Received: 3 May 2013
Accepted: 31 August 2013
Published: 5 September 2013
The cell invasiveness of Mycoplasma gallisepticum, the causative agent of respiratory disease in chickens and infectious sinusitis in turkeys, may be a substantial factor in the well-known chronicity of these diseases and in the systemic spread of infection.

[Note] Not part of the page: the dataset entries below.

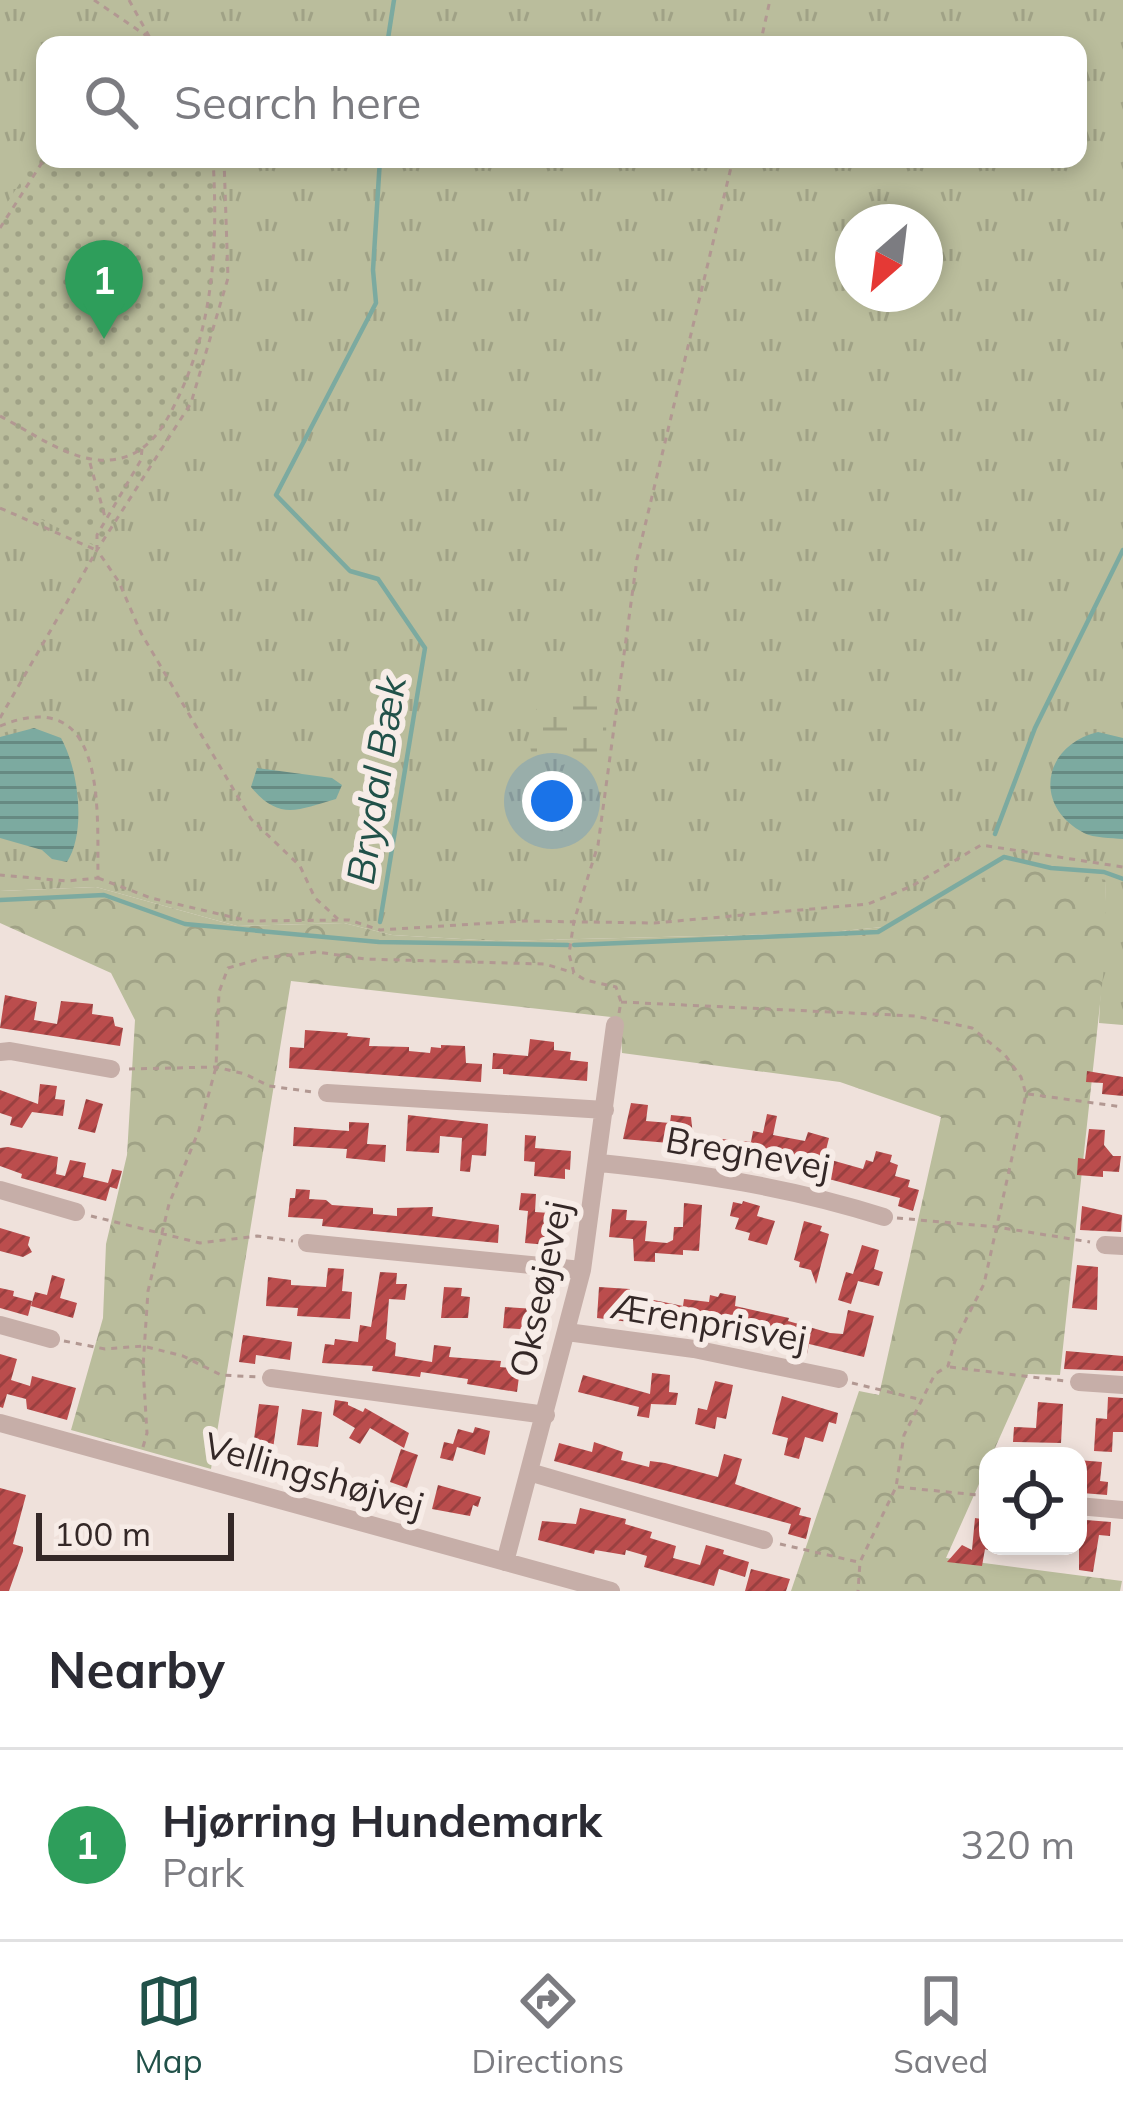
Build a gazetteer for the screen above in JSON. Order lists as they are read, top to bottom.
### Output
{
  "streets": {
    "street": [
      "Bregnevej",
      "Okseøjevej",
      "Ærenprisvej",
      "Vellingshøjvej"
    ]
  },
  "crossings": [
    ["Bregnevej", "Okseøjevej"],
    ["Okseøjevej", "Ærenprisvej"],
    ["Okseøjevej", "Vellingshøjvej"]
  ],
  "water": ["Brydal Bæk"],
  "scale_bar": "100 m",
  "north": "bottom left",
  "page": {
    "search": "Search here",
    "pins": "1",
    "scale": "100 m",
    "heading": "Nearby",
    "list": [
      {
        "mark": "1",
        "name": "Hjørring Hundemark",
        "note": "Park",
        "value": "320 m"
      }
    ],
    "nav": ["Map", "Directions", "Saved"]
  }
}
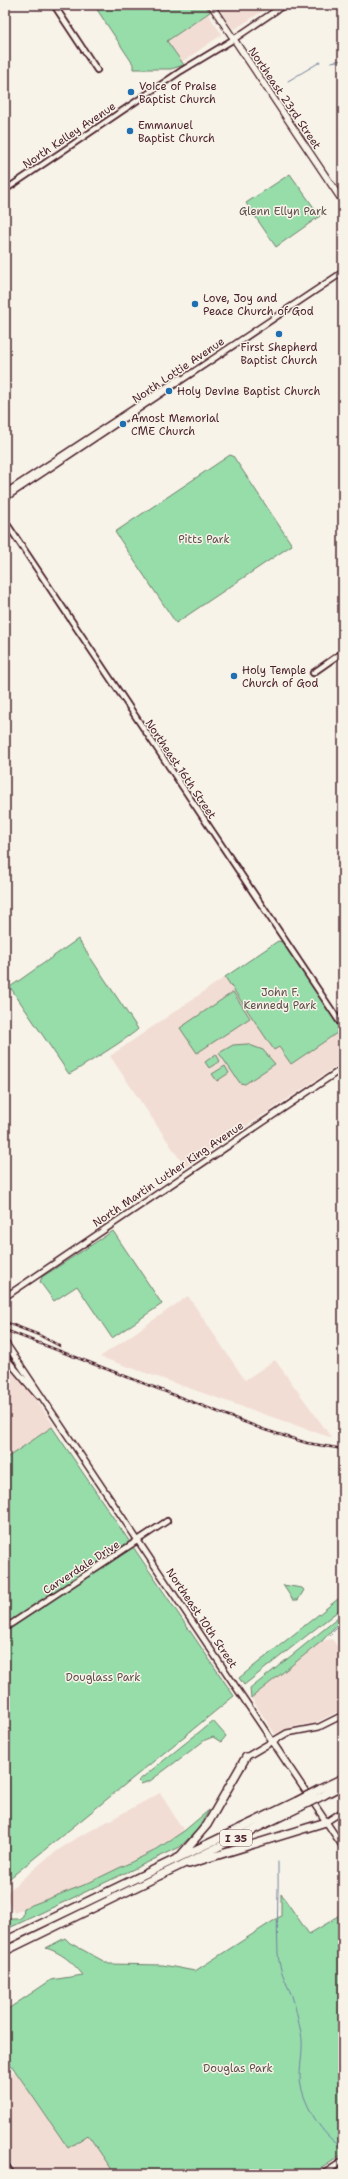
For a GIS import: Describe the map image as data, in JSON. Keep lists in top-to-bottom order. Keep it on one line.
{"streets":{"highway":["I 35"],"main road":["Northeast 23rd Street","North Kelley Avenue","North Lottie Avenue","North Martin Luther King Avenue","Northeast 10th Street"],"street":["Northeast 16th Street","Carverdale Drive"]},"crossings":[["Northeast 23rd Street","North Kelley Avenue"],["Carverdale Drive","Northeast 10th Street"]],"parks":["Glenn Ellyn Park","Pitts Park","John F. Kennedy Park","Douglass Park","Douglas Park"],"places":["Voice of Praise Baptist Church","Emmanuel Baptist Church","Love, Joy and Peace Church of God","First Shepherd Baptist Church","Holy Devine Baptist Church","Amost Memorial CME Church","Holy Temple Church of God"]}
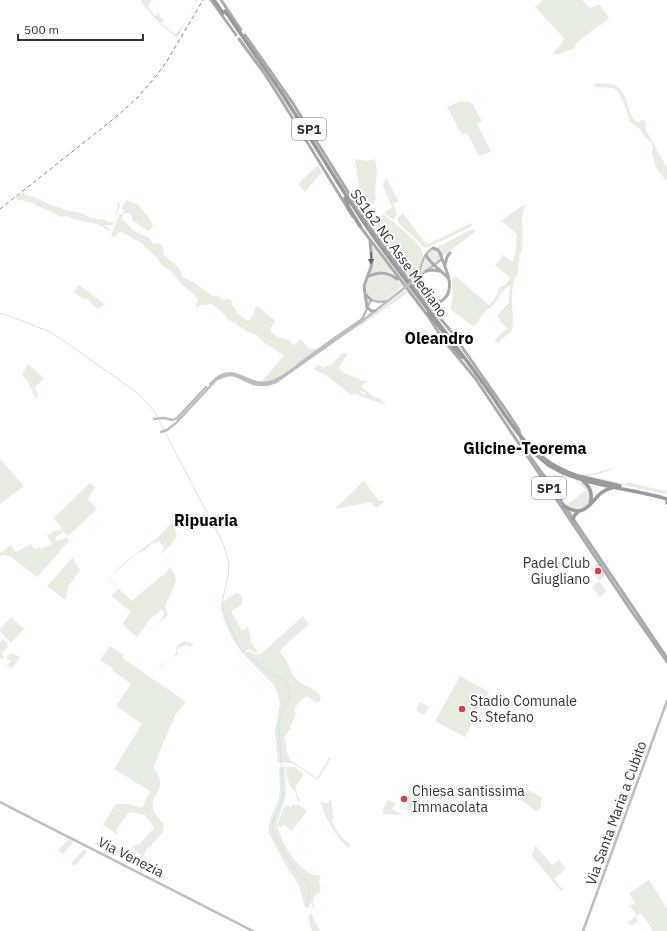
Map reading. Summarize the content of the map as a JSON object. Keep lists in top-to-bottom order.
{
  "streets": {
    "highway": ["SS162 NC Asse Mediano"],
    "main road": ["SP1", "Via Santa Maria a Cubito", "Via Venezia"]
  },
  "districts": ["Oleandro", "Glicine-Teorema", "Ripuaria"],
  "places": ["Padel Club Giugliano", "Stadio Comunale S. Stefano", "Chiesa santissima Immacolata"],
  "scale_bar": "500 m"
}
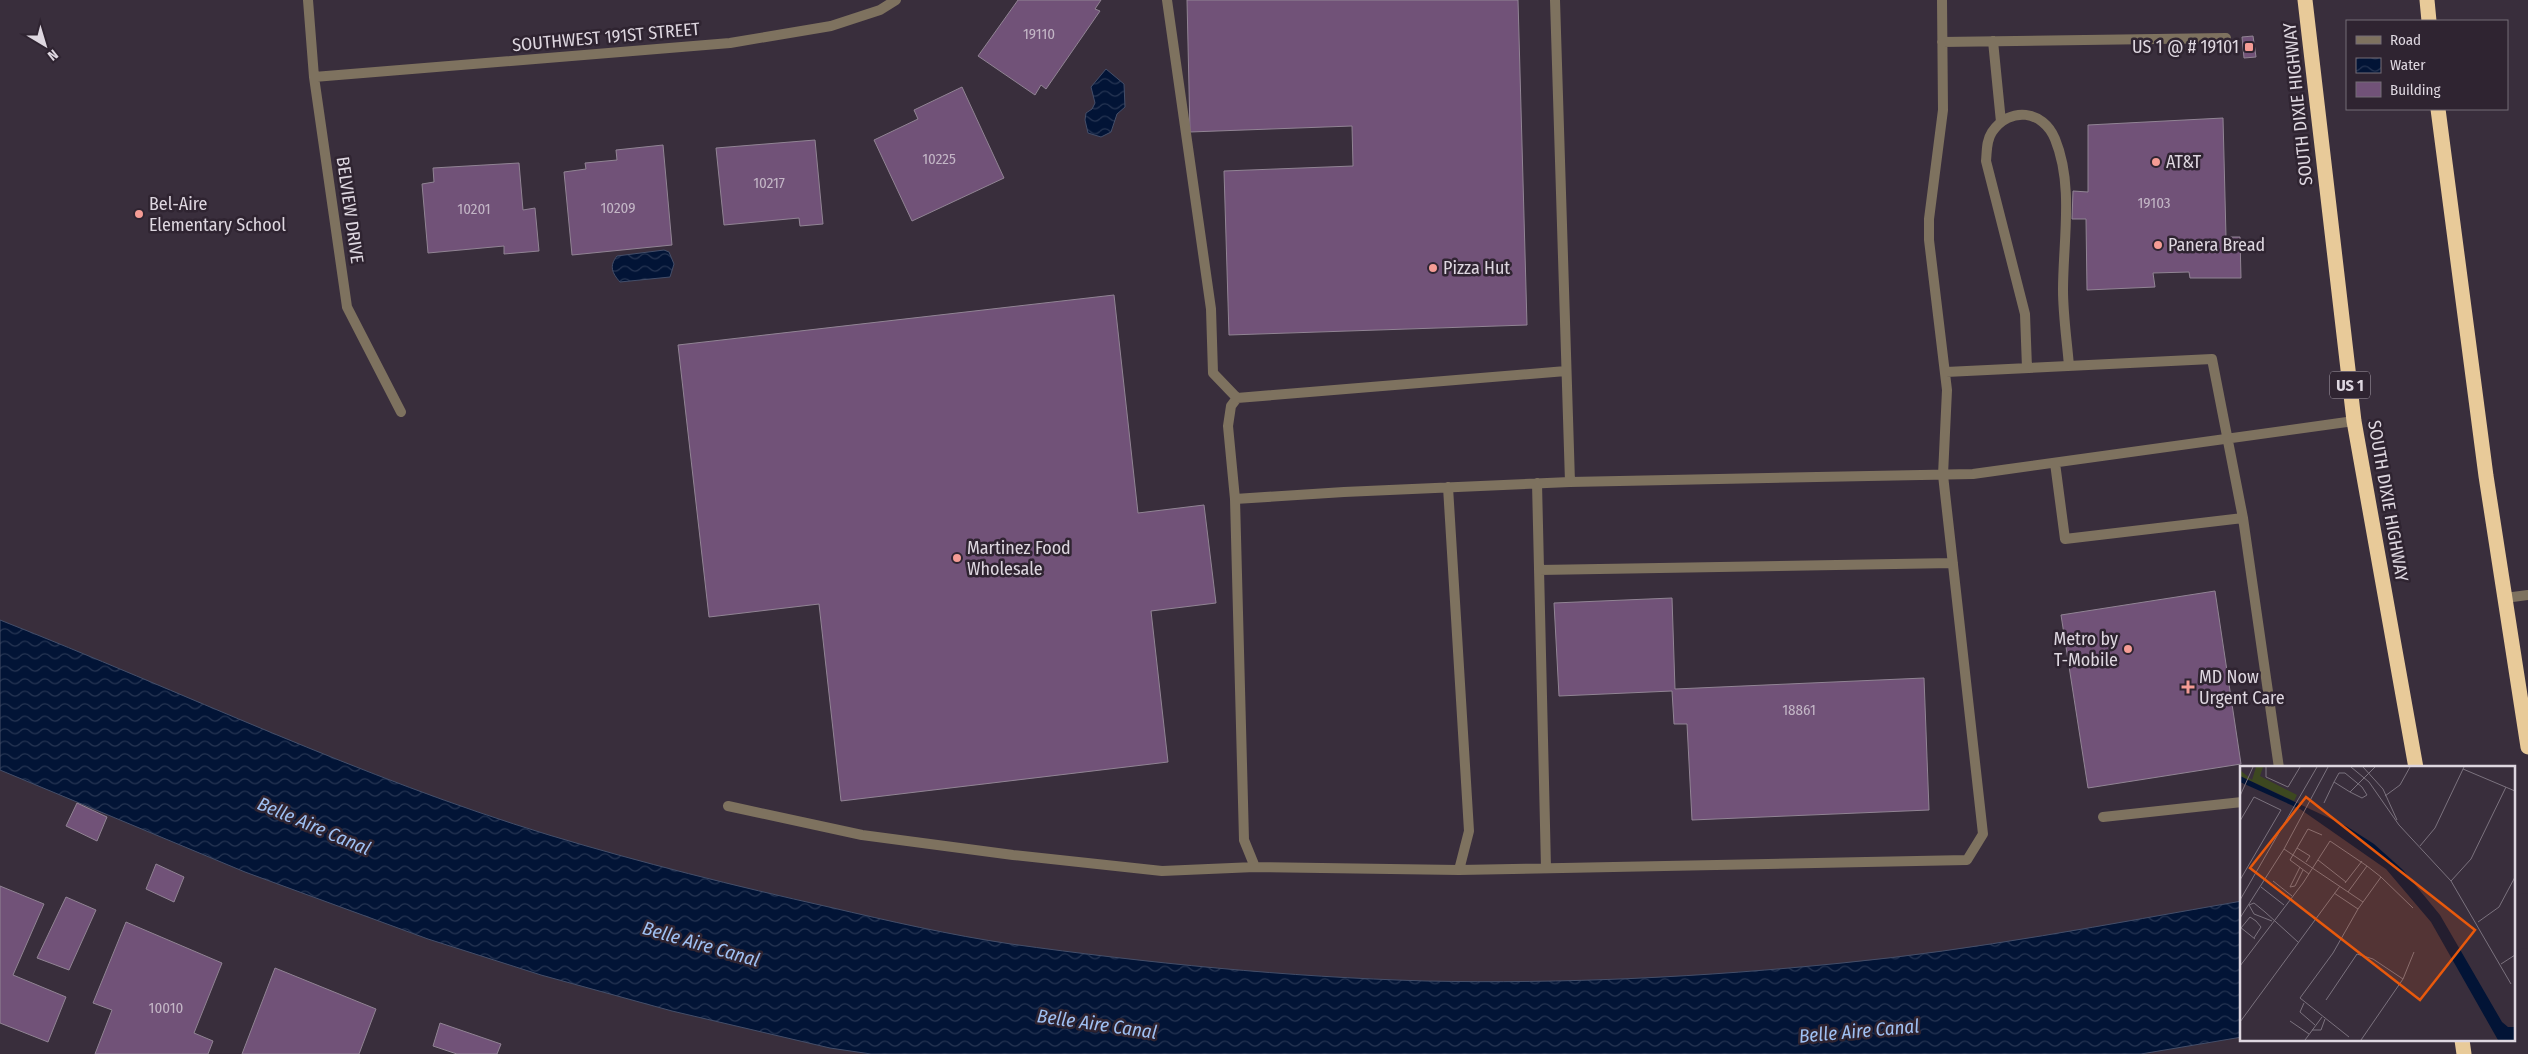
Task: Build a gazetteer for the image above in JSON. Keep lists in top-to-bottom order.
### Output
{
  "streets": {
    "highway": ["SOUTH DIXIE HIGHWAY", "US 1"],
    "street": ["SOUTHWEST 191ST STREET", "BELVIEW DRIVE"]
  },
  "crossings": [
    ["SOUTHWEST 191ST STREET", "BELVIEW DRIVE"]
  ],
  "water": ["Belle Aire Canal"],
  "places": {
    "transit": ["US 1 @ # 19101"],
    "other": [
      "AT&T",
      "Bel-Aire Elementary School",
      "Panera Bread",
      "Pizza Hut",
      "Martinez Food Wholesale",
      "Metro by T-Mobile"
    ],
    "health": ["MD Now Urgent Care"]
  },
  "house_numbers": [
    "19110",
    "10225",
    "10217",
    "19103",
    "10209",
    "10201",
    "18861",
    "10010"
  ],
  "legend": ["Road", "Water", "Building"],
  "north": "bottom right"
}
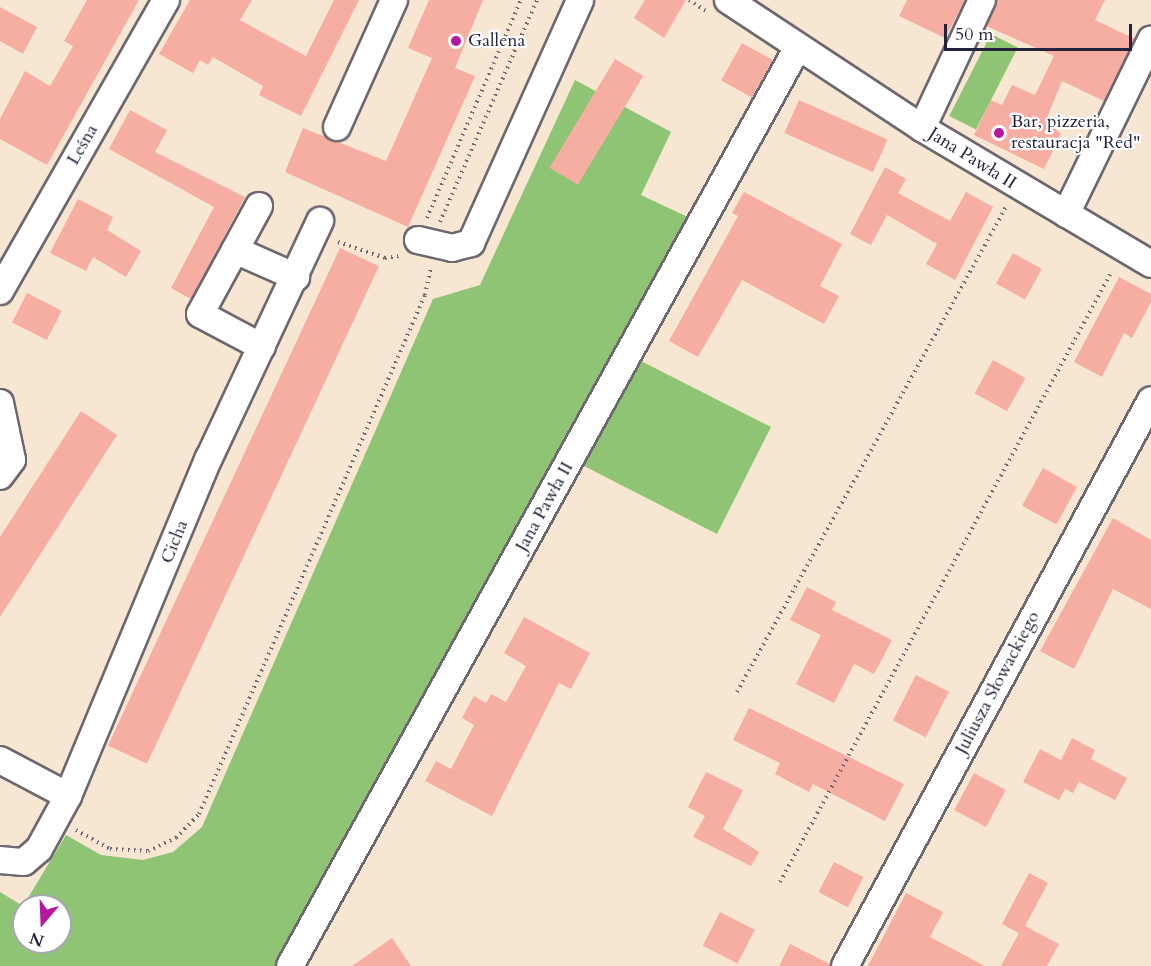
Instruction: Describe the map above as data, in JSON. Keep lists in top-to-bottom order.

To date, not much is known about the host factors and mechanisms involved in promotion or obstruction of M. gallisepticum adherence and/or cell invasion.
In the current study, the influence of extracellular matrix (ECM) proteins such as fibronectin, collagen type IV and heparin, as well as plasminogen/plasmin, on the adhesion and cell invasion levels of M. gallisepticum to chicken erythrocytes and HeLa cells was investigated in vitro. Two strains, Rhigh and Rlow, which differ in their adhesion and invasion capacity, were analyzed by applying a modified gentamicin invasion assay. Binding of selected ECM molecules to M. gallisepticum was proven by Western blot analysis.
Collagen type IV, fibronectin, and plasminogen exerted positive effects on adhesion and cell invasion of M. gallisepticum, with varying degrees, depending on the strain used. Especially strain Rhigh, with its highly reduced cell adhesion and invasion capabilities seemed to profit from the addition of plasminogen. Western and dot blot analyses showed that Rhigh as well as Rlow are able to adsorb horse fibronectin and plasminogen present in the growth medium. Depletion of HeLa cell membranes from cholesterol resulted in increased adhesion, but decreased cell invasion.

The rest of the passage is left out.